Suzie Kaye (born Susan Helene Klein; September 2, 1941 – 2008) was an American actress, singer, and dancer. She began her career as a child performer on live television in New York and later appeared in the Academy Award–winning film West Side Story (1961). During the 1960s, she became a familiar presence in youth-oriented musical, beach, and drive-in films, before achieving further prominence as a regular cast member on the CBS daytime soap opera Love Is a Many Splendored Thing from 1969 to 1973.

== Early life and family ==
Suzie Kaye was born Susan Helene Klein in Manhattan, New York City, and raised in Brooklyn. She was the daughter of Abe Klein, a professional musician, and Ethel Klein, a singer who performed in New York City venues including the Old Romanian on Allen Street.

U.S. census records place the Klein family in New York during her childhood. She had one known sibling, a sister, Beatrice Klein (later Beatrice Marx).

Kaye showed an early aptitude for music and dance, studying classical piano as well as tap and ballet. At age ten, she began auditioning professionally and soon entered live television, gaining extensive experience performing weekly on musical-variety programs.

== Career ==

=== Early television and stage work ===
Kaye began her professional career as a child performer, becoming a regular on the New York–based musical-variety television series Star Time Kids, where she sang and danced live for six years alongside performers such as Connie Francis and Bobby Darin.

In addition to television, she appeared in stage productions including The Music Man, Show Boat, The Boy Friend, and Flower Drum Song. A feature article in the Berkeley Daily Gazette in 1963 described her as a “youthful, energetic” performer noted for her singing, dancing, and acting ability while appearing in a stage production of West Side Story at the Berkeley Community Theatre.

=== Film career ===
Kaye made her film debut in West Side Story (1961), directed by Robert Wise and Jerome Robbins, portraying Rosalia, one of the Sharks. Though under eighteen at the time of filming, she received court permission to participate in the production. Her performance included appearances in several of the film’s major musical numbers, including “America” and “Dance at the Gym.”

Following West Side Story, she appeared in a series of youth-oriented films, including Tammy and the Doctor (1963), Women of the Prehistoric Planet (1966), and Wild Wild Winter (1966). In 1967, she transitioned into roles associated with the beach-film cycle, appearing in Clambake opposite Elvis Presley, It's a Bikini World, and C'mon, Let’s Live a Little.

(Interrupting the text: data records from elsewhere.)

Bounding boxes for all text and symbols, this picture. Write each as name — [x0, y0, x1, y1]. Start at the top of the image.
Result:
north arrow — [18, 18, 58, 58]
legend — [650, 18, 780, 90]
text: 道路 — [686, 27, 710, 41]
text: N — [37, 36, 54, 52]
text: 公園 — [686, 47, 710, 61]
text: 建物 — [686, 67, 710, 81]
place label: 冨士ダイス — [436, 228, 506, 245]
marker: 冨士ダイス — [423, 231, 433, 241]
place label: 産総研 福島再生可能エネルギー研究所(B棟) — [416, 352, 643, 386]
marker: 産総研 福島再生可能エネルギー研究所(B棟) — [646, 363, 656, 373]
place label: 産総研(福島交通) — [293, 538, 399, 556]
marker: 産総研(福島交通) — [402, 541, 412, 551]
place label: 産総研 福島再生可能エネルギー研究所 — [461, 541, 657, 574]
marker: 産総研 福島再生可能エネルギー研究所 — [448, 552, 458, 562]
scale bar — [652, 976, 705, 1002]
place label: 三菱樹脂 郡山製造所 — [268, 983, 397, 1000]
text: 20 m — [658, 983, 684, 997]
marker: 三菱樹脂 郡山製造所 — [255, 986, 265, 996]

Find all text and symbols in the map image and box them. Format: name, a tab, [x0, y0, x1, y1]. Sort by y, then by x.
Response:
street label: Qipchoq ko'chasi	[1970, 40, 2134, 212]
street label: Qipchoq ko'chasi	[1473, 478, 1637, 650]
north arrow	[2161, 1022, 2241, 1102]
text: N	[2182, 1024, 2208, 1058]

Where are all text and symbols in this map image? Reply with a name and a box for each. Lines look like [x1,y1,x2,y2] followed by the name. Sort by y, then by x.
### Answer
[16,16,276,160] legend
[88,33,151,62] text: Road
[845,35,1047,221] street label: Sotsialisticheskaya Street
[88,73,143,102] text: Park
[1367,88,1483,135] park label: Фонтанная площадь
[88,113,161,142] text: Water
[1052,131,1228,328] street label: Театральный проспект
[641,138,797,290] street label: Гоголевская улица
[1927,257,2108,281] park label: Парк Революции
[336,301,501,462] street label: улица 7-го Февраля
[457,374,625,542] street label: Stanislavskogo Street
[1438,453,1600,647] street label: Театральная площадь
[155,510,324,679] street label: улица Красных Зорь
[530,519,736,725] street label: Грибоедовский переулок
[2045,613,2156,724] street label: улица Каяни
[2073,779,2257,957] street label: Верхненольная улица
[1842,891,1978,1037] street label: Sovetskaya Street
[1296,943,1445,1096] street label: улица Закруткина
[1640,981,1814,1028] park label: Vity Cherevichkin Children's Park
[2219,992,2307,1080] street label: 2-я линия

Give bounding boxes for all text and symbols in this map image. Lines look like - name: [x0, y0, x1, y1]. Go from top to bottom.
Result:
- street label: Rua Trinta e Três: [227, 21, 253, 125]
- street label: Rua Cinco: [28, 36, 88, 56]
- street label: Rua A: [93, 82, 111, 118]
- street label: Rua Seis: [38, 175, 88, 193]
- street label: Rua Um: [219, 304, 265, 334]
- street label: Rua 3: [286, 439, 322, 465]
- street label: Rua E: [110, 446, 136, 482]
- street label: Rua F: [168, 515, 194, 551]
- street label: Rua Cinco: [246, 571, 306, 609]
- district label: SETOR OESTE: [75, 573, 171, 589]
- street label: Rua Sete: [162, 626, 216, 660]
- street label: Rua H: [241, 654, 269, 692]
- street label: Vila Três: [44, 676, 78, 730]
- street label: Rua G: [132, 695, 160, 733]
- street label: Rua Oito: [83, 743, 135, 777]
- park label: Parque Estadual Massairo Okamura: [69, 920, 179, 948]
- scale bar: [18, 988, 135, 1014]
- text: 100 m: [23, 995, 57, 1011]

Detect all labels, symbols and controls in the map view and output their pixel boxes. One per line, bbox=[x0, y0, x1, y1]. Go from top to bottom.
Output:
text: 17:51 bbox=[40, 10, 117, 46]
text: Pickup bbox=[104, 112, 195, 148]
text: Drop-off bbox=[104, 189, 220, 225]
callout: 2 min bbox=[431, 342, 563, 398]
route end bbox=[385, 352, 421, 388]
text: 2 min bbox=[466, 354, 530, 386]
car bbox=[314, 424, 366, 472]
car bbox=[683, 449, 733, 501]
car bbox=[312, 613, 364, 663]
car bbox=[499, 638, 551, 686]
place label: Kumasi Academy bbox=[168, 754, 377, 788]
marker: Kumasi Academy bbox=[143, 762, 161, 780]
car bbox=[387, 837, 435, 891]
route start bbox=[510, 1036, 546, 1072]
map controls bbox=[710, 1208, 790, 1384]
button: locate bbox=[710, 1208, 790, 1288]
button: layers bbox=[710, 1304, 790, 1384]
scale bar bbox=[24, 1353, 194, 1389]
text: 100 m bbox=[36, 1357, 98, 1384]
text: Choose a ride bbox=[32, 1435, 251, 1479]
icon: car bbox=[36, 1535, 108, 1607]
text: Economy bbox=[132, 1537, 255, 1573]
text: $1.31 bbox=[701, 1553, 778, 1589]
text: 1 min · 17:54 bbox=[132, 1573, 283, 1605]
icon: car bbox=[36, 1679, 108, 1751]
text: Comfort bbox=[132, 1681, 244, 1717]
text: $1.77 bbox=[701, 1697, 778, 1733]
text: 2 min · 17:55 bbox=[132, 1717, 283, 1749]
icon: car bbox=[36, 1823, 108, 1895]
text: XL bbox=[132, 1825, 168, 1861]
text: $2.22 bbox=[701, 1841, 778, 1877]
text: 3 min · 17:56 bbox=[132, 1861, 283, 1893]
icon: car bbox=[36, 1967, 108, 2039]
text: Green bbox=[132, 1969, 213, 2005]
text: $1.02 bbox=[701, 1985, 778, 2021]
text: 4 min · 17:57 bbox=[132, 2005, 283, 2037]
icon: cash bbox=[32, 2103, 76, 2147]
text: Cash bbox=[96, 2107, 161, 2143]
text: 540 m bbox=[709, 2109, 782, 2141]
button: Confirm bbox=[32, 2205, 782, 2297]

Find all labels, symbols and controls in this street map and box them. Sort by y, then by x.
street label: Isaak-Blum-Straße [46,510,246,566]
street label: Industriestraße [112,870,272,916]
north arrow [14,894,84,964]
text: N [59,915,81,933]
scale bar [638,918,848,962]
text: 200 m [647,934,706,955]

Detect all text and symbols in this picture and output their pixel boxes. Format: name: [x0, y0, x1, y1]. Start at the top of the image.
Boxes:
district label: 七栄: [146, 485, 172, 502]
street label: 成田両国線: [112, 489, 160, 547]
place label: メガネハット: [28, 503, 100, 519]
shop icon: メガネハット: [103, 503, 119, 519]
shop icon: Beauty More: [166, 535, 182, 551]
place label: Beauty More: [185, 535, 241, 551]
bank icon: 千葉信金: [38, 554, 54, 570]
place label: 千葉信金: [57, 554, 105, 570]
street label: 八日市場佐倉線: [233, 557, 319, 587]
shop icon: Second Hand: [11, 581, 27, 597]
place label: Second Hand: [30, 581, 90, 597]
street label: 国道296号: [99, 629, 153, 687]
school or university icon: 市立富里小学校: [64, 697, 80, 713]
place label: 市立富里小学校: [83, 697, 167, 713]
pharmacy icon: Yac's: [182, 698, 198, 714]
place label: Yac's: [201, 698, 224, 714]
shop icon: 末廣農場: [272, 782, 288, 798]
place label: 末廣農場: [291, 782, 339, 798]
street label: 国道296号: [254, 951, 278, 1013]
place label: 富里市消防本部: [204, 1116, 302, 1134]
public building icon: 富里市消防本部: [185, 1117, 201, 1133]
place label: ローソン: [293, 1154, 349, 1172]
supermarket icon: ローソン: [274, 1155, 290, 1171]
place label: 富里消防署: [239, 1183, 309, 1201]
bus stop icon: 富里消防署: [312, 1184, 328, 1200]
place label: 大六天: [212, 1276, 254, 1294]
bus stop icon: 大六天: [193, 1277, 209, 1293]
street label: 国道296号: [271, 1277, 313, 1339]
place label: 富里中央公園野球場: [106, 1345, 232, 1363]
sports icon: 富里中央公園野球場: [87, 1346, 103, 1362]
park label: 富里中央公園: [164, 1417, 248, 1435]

Her final substantial film roles included The Angry Breed (1968), in which she portrayed a biker gang member, and a cameo appearance in The Comic (1969), directed by Carl Reiner.

=== Television career ===
Throughout the 1960s, Kaye appeared in numerous television series and specials, including Margie, The Many Loves of Dobie Gillis, The F.B.I., Tarzan, and Bob Hope Presents the Chrysler Theatre. She also appeared on variety programs such as Shindig!, The Tonight Show Starring Johnny Carson, The Milton Berle Show, and The Merv Griffin Show.

In 1969, she joined the cast of the CBS daytime soap opera Love Is a Many Splendored Thing as Angel Allison Chernak, a prominent antagonist. She remained with the series until its cancellation in 1973, appearing in the role for four years during a period when the program was broadcast live for part of its run.

== Personal life ==
Kaye married Laurence Stone, with whom she was married for twenty-five years; the two later remained close friends. After the conclusion of her acting career, she pursued business interests outside the entertainment industry.

In later years, Kaye spoke openly about personal struggles following her departure from acting and credited recovery with allowing her to establish a stable life away from the entertainment industry.

== Death ==
Suzie Kaye died in 2008.

== Filmography ==

=== Film ===
- West Side Story (1961)
- Tammy and the Doctor (1963)
- Women of the Prehistoric Planet (1966)
- Wild Wild Winter (1966)
- Clambake (1967)
- It’s a Bikini World (1967)
- C’mon, Let’s Live a Little (1967)
- The Angry Breed (1968)
- The Comic (1969) (cameo)

=== Television ===
- Star Time Kids (1951–1957)
- Margie (1961)
- The Many Loves of Dobie Gillis (1962)
- Talent Scouts (1963)
- Arrest and Trial (1963)
- Shindig! (1965)
- Bob Hope Presents the Chrysler Theatre (1965)
- The Smothers Brothers Show (1966)
- Run, Buddy, Run (1966)
- The Jones Boys (1967)
- The F.B.I. (1967)
- Tarzan (1968)
- Love Is a Many Splendored Thing (1969–1973)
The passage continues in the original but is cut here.